[Exercise] When the word "Veteran" shows up in a line of the data below, copy that whole line.
---------- Data to examine
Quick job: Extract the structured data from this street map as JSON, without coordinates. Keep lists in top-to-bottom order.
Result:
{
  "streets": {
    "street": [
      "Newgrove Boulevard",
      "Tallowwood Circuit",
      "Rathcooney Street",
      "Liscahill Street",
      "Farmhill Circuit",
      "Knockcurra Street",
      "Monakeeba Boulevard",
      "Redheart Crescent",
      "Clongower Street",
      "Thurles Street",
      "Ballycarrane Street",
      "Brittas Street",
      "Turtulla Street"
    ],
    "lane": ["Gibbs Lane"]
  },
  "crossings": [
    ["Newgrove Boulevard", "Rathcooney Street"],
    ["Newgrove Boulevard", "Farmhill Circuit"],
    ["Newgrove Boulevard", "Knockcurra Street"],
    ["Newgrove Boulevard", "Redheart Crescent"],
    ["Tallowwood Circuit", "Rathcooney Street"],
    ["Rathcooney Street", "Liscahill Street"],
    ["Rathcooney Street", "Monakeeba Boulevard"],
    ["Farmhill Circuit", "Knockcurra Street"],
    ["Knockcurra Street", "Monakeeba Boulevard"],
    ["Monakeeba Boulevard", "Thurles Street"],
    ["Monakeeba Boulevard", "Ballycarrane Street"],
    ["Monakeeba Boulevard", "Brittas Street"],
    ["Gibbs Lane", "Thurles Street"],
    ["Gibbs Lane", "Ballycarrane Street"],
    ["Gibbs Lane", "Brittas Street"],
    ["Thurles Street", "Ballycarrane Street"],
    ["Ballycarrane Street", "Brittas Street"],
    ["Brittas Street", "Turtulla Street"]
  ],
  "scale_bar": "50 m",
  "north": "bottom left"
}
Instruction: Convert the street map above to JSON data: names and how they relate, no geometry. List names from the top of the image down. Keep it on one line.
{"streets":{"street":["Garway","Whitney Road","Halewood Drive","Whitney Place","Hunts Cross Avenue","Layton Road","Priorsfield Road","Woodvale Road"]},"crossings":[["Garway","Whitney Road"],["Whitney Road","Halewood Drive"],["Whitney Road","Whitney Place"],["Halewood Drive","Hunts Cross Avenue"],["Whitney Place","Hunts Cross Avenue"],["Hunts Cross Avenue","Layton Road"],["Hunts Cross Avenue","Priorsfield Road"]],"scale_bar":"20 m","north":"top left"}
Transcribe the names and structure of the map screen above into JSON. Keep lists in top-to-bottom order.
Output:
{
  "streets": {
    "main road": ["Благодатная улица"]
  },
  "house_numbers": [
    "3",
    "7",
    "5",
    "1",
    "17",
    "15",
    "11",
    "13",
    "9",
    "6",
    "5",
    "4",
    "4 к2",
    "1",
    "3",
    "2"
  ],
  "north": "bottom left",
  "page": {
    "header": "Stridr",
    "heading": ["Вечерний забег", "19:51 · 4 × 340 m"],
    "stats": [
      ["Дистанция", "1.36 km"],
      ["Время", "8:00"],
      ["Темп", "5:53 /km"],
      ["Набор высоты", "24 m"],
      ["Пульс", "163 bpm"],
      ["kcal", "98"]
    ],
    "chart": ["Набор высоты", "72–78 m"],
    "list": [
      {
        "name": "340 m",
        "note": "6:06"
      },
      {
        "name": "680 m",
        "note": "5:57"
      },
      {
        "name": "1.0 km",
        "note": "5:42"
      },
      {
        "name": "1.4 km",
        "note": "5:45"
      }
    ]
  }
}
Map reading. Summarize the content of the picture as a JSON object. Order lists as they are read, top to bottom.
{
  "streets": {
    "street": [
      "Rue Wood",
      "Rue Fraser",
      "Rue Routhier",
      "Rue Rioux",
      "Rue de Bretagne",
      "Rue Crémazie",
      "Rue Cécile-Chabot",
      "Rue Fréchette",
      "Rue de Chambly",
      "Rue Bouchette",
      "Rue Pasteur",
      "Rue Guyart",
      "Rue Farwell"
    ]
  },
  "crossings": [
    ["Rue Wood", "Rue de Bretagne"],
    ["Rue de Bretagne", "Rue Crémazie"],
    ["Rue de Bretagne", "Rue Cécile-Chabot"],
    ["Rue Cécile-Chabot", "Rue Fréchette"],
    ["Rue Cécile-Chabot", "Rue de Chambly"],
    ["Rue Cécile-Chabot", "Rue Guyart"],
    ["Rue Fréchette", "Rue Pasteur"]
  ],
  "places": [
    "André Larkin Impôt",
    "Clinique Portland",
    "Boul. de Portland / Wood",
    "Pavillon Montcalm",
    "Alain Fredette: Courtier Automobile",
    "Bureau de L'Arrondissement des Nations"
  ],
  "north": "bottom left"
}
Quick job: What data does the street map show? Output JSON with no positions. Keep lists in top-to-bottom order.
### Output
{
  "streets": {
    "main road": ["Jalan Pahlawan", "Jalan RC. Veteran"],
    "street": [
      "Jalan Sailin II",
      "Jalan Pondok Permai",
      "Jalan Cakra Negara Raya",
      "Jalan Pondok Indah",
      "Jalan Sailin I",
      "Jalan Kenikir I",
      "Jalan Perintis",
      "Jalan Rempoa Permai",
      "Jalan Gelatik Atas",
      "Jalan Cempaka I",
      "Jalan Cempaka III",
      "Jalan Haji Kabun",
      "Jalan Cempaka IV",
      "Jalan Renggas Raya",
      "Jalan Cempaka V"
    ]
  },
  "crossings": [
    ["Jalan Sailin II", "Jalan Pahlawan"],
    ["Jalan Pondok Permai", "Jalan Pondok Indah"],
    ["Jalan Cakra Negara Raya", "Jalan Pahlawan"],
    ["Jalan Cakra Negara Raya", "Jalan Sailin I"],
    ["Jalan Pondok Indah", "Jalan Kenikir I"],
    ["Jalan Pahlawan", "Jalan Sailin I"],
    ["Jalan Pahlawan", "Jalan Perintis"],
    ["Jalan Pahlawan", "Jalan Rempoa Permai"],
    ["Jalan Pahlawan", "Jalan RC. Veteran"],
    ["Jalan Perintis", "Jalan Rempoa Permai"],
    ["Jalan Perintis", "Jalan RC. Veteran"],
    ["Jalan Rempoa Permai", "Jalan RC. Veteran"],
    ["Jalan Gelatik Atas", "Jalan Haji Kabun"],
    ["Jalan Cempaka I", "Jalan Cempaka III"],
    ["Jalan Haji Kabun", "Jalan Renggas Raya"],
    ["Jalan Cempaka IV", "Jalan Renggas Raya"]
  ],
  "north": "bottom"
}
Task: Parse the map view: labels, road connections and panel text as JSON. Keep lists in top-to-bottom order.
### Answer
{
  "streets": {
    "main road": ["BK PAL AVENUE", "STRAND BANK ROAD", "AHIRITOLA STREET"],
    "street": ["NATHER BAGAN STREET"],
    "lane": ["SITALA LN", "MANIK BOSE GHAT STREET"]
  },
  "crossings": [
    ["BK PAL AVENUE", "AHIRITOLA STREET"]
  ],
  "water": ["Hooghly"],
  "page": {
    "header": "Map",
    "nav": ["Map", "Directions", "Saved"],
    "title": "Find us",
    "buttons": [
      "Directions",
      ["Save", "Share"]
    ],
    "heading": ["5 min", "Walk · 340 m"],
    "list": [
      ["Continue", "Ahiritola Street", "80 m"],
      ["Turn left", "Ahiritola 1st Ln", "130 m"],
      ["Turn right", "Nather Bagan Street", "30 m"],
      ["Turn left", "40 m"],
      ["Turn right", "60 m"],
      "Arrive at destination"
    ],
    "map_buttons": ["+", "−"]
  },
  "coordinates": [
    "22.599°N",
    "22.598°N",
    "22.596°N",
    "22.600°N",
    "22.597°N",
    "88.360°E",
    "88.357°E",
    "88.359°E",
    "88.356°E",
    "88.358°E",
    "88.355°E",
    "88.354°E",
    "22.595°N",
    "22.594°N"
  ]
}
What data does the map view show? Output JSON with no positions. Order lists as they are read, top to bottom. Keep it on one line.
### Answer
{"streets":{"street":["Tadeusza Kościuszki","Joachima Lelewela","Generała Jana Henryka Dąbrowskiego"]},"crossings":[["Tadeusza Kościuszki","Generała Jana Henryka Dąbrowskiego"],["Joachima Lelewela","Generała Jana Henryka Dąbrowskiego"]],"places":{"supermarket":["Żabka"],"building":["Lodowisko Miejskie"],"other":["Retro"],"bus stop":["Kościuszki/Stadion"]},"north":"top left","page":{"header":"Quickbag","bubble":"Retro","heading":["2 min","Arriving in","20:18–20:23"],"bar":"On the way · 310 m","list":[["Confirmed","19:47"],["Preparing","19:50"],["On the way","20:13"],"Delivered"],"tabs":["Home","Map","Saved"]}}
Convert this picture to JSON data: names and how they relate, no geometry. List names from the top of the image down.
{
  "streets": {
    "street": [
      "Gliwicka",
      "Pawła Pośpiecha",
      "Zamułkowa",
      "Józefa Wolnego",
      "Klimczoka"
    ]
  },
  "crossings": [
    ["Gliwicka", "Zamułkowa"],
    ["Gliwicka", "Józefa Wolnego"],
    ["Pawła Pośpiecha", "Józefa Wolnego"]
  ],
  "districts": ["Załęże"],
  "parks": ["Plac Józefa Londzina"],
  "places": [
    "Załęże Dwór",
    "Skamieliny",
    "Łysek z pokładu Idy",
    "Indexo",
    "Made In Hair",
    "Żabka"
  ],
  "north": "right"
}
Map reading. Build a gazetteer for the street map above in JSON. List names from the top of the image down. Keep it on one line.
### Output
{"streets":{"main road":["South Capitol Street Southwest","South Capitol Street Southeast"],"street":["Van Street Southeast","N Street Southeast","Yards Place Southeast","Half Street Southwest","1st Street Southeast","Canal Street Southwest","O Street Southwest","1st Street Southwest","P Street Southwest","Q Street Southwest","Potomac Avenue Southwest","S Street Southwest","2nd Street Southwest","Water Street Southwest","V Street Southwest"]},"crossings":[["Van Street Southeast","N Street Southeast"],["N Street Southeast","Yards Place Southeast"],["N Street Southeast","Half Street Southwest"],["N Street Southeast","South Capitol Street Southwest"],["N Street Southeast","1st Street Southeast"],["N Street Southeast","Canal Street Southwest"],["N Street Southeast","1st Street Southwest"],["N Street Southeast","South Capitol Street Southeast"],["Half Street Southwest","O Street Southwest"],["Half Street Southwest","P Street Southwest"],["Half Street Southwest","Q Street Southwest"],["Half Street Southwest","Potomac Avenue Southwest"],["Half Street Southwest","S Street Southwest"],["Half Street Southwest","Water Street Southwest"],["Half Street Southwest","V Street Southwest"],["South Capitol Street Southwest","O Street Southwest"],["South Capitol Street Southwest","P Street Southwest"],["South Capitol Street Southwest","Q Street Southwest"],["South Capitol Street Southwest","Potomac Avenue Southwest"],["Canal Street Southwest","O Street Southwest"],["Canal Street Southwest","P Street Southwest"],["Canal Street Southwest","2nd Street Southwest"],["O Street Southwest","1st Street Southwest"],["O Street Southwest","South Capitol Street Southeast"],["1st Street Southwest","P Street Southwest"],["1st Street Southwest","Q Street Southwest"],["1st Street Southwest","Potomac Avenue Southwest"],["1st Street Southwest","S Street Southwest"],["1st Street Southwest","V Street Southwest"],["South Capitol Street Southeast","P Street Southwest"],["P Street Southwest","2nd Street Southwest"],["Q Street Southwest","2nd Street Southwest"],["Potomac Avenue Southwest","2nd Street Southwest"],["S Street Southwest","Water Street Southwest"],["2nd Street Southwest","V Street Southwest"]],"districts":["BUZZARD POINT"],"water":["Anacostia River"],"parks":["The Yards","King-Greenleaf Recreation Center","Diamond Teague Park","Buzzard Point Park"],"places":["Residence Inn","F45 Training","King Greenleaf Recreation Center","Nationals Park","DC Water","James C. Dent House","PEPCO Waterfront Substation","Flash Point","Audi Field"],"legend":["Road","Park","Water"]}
--------------------
[Answer section]
    "main road": ["Jalan Pahlawan", "Jalan RC. Veteran"],
    ["Jalan Pahlawan", "Jalan RC. Veteran"],
    ["Jalan Perintis", "Jalan RC. Veteran"],
    ["Jalan Rempoa Permai", "Jalan RC. Veteran"],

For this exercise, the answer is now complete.